Impact assessment of channel switch

With AP410C it takes about 918ms (9 TBTT) from an initial radar detection to the move to a new channel, during which clients are not allowed to transmit (mode 1). This is way more that the maximum 150ms roaming hand-off time required for VoWiFi. I can figure out 2 scenarios:

  • The client station remains associated to the AP, the voice call will suffer degradation during the channel switch.
  • The client station decides to roam away to another AP, therefore voice calls and videoconferencing are not disrupted (provided FT is enabled or PSK is used).

Which of the two scenarios is more likely depends on the roaming decisions made by the client (if roaming is feasible at all, that is).

The disruption from a radar-induced DFS event is noticeable, but very limited and quickly recovered.

Impact of channel switch-back

After a defined amount of time on the new channel, the AP switches back to the original DFS channel without any announcement to the associated stations. There are two scenarios that come to my mind:

  • The AP implements Zero-wait DFS or a similar mechanism: a client station on the channel fails to receive frames from the AP (beacons, ACKs) and either:
    • somehow it discovers the AP on the new channel and moves, keeping the original association;
    • or it roams to another AP.
  • The AP performs a Channel Availability Check (CAC) before transmitting, the client station roams to another AP.

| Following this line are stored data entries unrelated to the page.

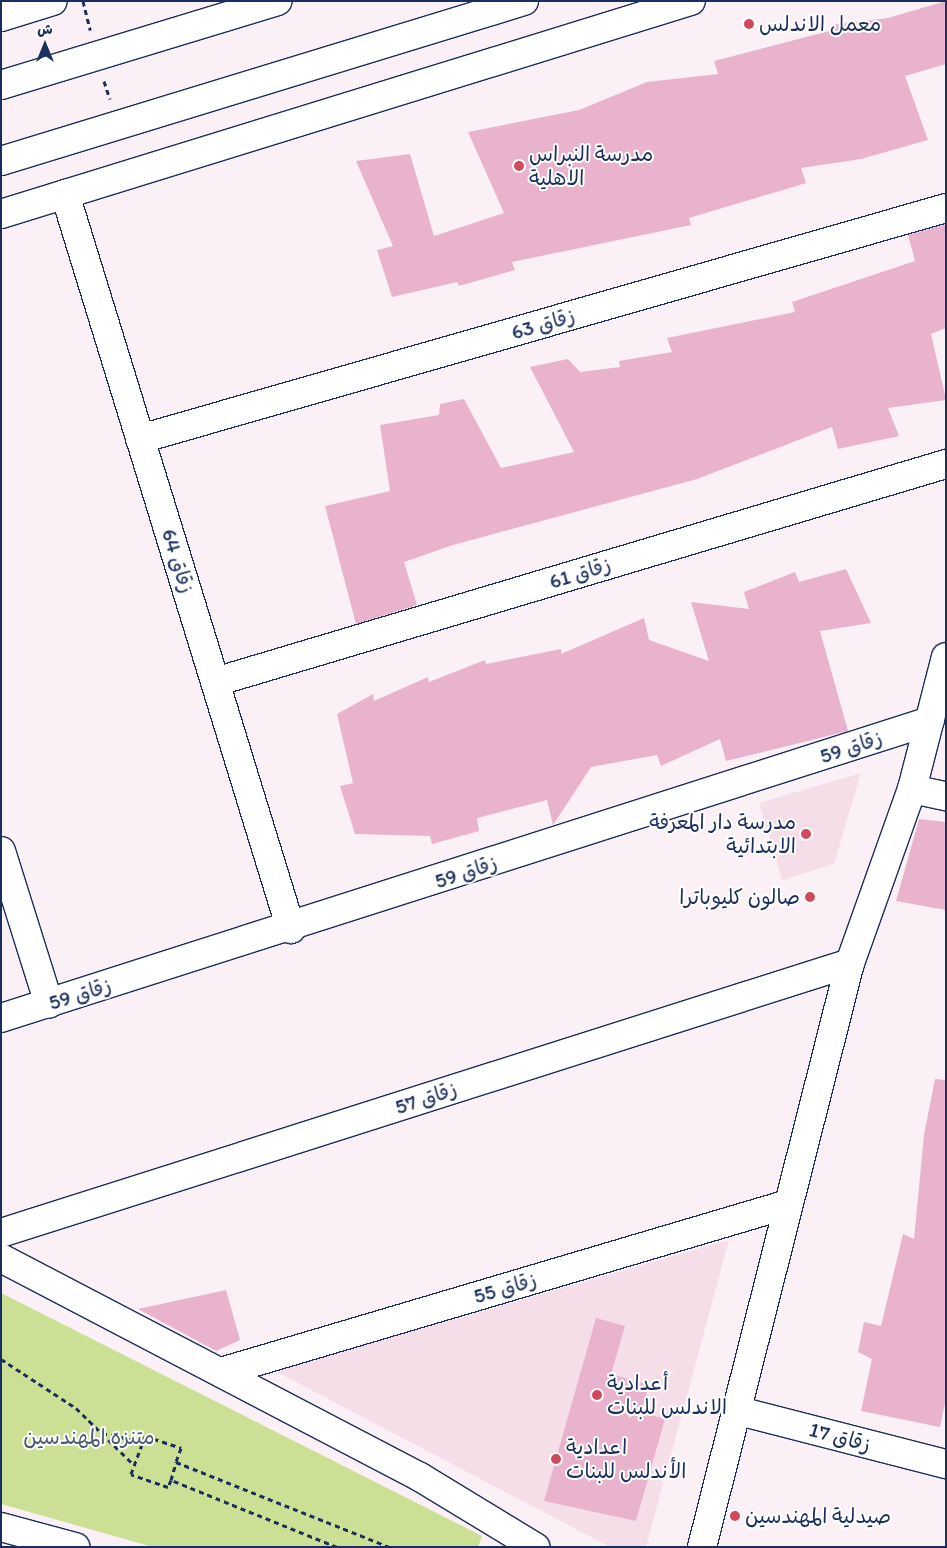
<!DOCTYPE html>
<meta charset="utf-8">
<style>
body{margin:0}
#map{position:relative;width:947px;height:1548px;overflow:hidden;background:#fbf0f5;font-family:Itim,"Playpen Sans Arabic",sans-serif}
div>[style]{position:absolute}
.built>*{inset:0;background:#f6dee9}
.green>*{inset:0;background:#cbe094}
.building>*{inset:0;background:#e9b3cd}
.path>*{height:3px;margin-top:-1.5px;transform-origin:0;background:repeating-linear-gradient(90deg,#1b2f5e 0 5px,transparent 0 9px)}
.roads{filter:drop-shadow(1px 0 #1b2f5e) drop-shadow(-1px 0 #1b2f5e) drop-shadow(0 1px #1b2f5e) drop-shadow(0 -1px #1b2f5e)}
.minor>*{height:28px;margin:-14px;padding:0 14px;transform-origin:14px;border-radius:14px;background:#fff}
.major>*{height:28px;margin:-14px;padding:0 14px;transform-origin:14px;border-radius:14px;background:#fff}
.highway>*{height:28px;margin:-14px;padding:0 14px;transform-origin:14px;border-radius:14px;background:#fff}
.dots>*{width:14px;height:14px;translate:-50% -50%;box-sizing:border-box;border:2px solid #fff;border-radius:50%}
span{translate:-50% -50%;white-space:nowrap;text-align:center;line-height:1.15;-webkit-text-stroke:4px #fff;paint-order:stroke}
.poi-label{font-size:21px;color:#1b2f5e}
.left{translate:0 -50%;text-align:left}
.right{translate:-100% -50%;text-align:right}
.street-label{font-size:21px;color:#1b2f5e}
.park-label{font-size:21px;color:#475b6c}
.frame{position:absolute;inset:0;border:2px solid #1b2f5e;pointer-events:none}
.north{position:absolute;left:20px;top:20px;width:50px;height:50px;-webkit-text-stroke:4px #fff;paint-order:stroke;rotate:0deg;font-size:14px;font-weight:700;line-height:20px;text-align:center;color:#1b2f5e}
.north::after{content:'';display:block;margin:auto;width:18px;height:22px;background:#1b2f5e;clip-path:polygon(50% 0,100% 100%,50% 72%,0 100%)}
</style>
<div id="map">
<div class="built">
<i style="clip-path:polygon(861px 773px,834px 864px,782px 880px,759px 803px)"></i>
<i style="clip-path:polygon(729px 1240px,646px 1547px,610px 1547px,275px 1371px)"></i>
</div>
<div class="green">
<i style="clip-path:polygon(1px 1293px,482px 1536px,478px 1547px,153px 1547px,1px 1504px)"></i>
</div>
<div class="building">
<i style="clip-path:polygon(946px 1px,946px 64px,905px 76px,928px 140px,861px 159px,801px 168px,806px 183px,689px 218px,691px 225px,512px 262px,515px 270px,459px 286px,457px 282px,392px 297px,377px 250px,393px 246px,356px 161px,410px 154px,434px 236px,504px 213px,468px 132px,579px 110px,647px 82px,718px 74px,714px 61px,833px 30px,831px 25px,888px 18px)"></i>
<i style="clip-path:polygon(946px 224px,946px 328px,931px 334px,946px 400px,888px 408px,899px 436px,838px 449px,832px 427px,697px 479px,453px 545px,404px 562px,417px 605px,356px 624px,325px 506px,390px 491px,380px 425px,439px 415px,440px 404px,464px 399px,501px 468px,574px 452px,530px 367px,568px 359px,580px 372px,620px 367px,619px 361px,672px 352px,667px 338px,795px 312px,792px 302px,915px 261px,908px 235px)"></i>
<i style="clip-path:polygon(846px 569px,871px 623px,820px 631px,848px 731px,726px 761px,720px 739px,661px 766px,657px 755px,591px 767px,553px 825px,547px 800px,477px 818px,479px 831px,432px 844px,430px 836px,355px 834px,340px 786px,353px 783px,337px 714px,373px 694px,374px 701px,428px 677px,429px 682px,485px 660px,486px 664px,561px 649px,561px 654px,644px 618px,649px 640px,709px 661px,691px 602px,749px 609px,744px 592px,795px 572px,799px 582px)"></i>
<i style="clip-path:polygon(919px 819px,946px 822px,946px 910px,896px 901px)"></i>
<i style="clip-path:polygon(935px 1079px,946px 1080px,946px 1398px,940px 1427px,861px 1411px,872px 1359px,858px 1352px,864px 1322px,881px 1326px,903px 1234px,914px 1239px,924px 1135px)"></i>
<i style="clip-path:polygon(226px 1290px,240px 1340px,216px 1351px,138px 1309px)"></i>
<i style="clip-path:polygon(596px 1318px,625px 1326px,611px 1374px,649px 1385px,641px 1412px,665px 1419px,636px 1521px,544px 1501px)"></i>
</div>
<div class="path">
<i style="left:83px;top:1px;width:30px;rotate:76deg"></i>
<i style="left:104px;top:81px;width:19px;rotate:72deg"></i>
<i style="left:1px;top:1359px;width:90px;rotate:33.2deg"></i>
<i style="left:76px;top:1408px;width:81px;rotate:44.5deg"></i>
<i style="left:102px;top:1433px;width:42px;rotate:12.4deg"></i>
<i style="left:171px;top:1480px;width:19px;rotate:-74deg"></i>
<i style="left:337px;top:1547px;width:179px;rotate:-158deg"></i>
<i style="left:171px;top:1480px;width:8px;rotate:113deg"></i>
<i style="left:168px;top:1487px;width:39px;rotate:-161deg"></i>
<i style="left:131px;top:1474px;width:40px;rotate:-69.8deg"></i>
<i style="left:145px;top:1436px;width:38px;rotate:18deg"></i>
<i style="left:181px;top:1448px;width:15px;rotate:110deg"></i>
<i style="left:176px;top:1462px;width:230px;rotate:21.7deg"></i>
</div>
<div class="roads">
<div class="minor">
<i style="left:65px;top:194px;width:769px;rotate:72.91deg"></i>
<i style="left:140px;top:439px;width:838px;rotate:-15.99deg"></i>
<i style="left:215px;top:682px;width:763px;rotate:-16.61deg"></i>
<i style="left:912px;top:789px;width:35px;rotate:12deg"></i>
<i style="left:1px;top:851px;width:160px;rotate:72.6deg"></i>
<i style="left:1px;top:1018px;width:975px;rotate:-17.73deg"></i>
<i style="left:1px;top:1233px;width:891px;rotate:-17.64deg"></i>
<i style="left:1px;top:1258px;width:473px;rotate:27.6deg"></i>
<i style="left:420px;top:1477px;width:135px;rotate:31.3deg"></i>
<i style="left:221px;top:1372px;width:591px;rotate:-16.5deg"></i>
<i style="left:735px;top:1410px;width:218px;rotate:14.4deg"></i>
<i style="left:1px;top:1527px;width:77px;rotate:15.1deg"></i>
<i style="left:702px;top:1547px;width:602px;rotate:-75.78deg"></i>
<i style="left:850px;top:963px;width:185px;rotate:-70.4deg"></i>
<i style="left:912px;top:789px;width:136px;rotate:-75.6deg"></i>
</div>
<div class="major">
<i style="left:1px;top:17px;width:54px;rotate:-17.1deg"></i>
<i style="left:1px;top:214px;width:722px;rotate:-17.16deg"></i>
</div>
<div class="highway">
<i style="left:1px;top:85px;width:289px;rotate:-16.9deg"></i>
<i style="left:1px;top:161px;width:547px;rotate:-17.01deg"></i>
</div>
</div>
<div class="dots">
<i style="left:749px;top:24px;background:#d1495b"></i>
<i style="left:519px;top:166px;background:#d1495b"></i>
<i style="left:806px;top:834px;background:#d1495b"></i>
<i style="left:810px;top:897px;background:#d1495b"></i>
<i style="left:597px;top:1395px;background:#d1495b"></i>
<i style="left:556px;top:1459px;background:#d1495b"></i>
<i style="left:735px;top:1516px;background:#d1495b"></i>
</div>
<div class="poi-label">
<span class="left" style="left:759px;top:24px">معمل الاندلس</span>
<span class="left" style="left:529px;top:166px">مدرسة النبراس<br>الاهلية</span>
<span class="right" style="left:796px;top:834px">مدرسة دار المعرفة<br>الابتدائية</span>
<span class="right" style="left:800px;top:897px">صالون كليوباترا</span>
<span class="left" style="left:607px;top:1395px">أعدادية<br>الاندلس للبنات</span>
<span class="left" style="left:566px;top:1459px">اعدادية<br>الأندلس للبنات</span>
<span class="left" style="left:745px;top:1516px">صيدلية المهندسين</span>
</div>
<div class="street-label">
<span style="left:543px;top:324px;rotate:-16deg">زقاق 63</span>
<span style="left:178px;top:561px;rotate:73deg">زقاق 64</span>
<span style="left:580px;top:573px;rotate:-17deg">زقاق 61</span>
<span style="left:851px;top:747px;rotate:-18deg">زقاق 59</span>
<span style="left:466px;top:872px;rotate:-18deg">زقاق 59</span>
<span style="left:80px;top:994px;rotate:-17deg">زقاق 59</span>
<span style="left:426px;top:1098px;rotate:-18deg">زقاق 57</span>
<span style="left:505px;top:1288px;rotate:-16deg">زقاق 55</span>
<span style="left:840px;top:1437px;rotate:15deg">زقاق 17</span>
</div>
<div class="park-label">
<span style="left:89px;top:1437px">متنزه المهندسين</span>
</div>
<div class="frame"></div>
<div class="north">ش</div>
</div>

It is unclear to me how long the roaming will take, considering the time spent by the station sending retry frames, probes, listening to beacons on different channels. I tested an SSID on a single AP and experienced complete loss of connectivity.

My personal impression is that the channel switch back is even more disruptive to service than the initial radar-triggered channel switch. Where CAC is performed (without Zero-wait DFS mechanisms), service from the original AP is disrupted for 30 seconds or more.

Final thoughts

Mitigating the impact of DFS events seems to focus on roaming. Careful roaming design is called for, including secondary converage, 802.11k (which should be enabled anyway if DFS channels are used), Fast Transition and 802.11v.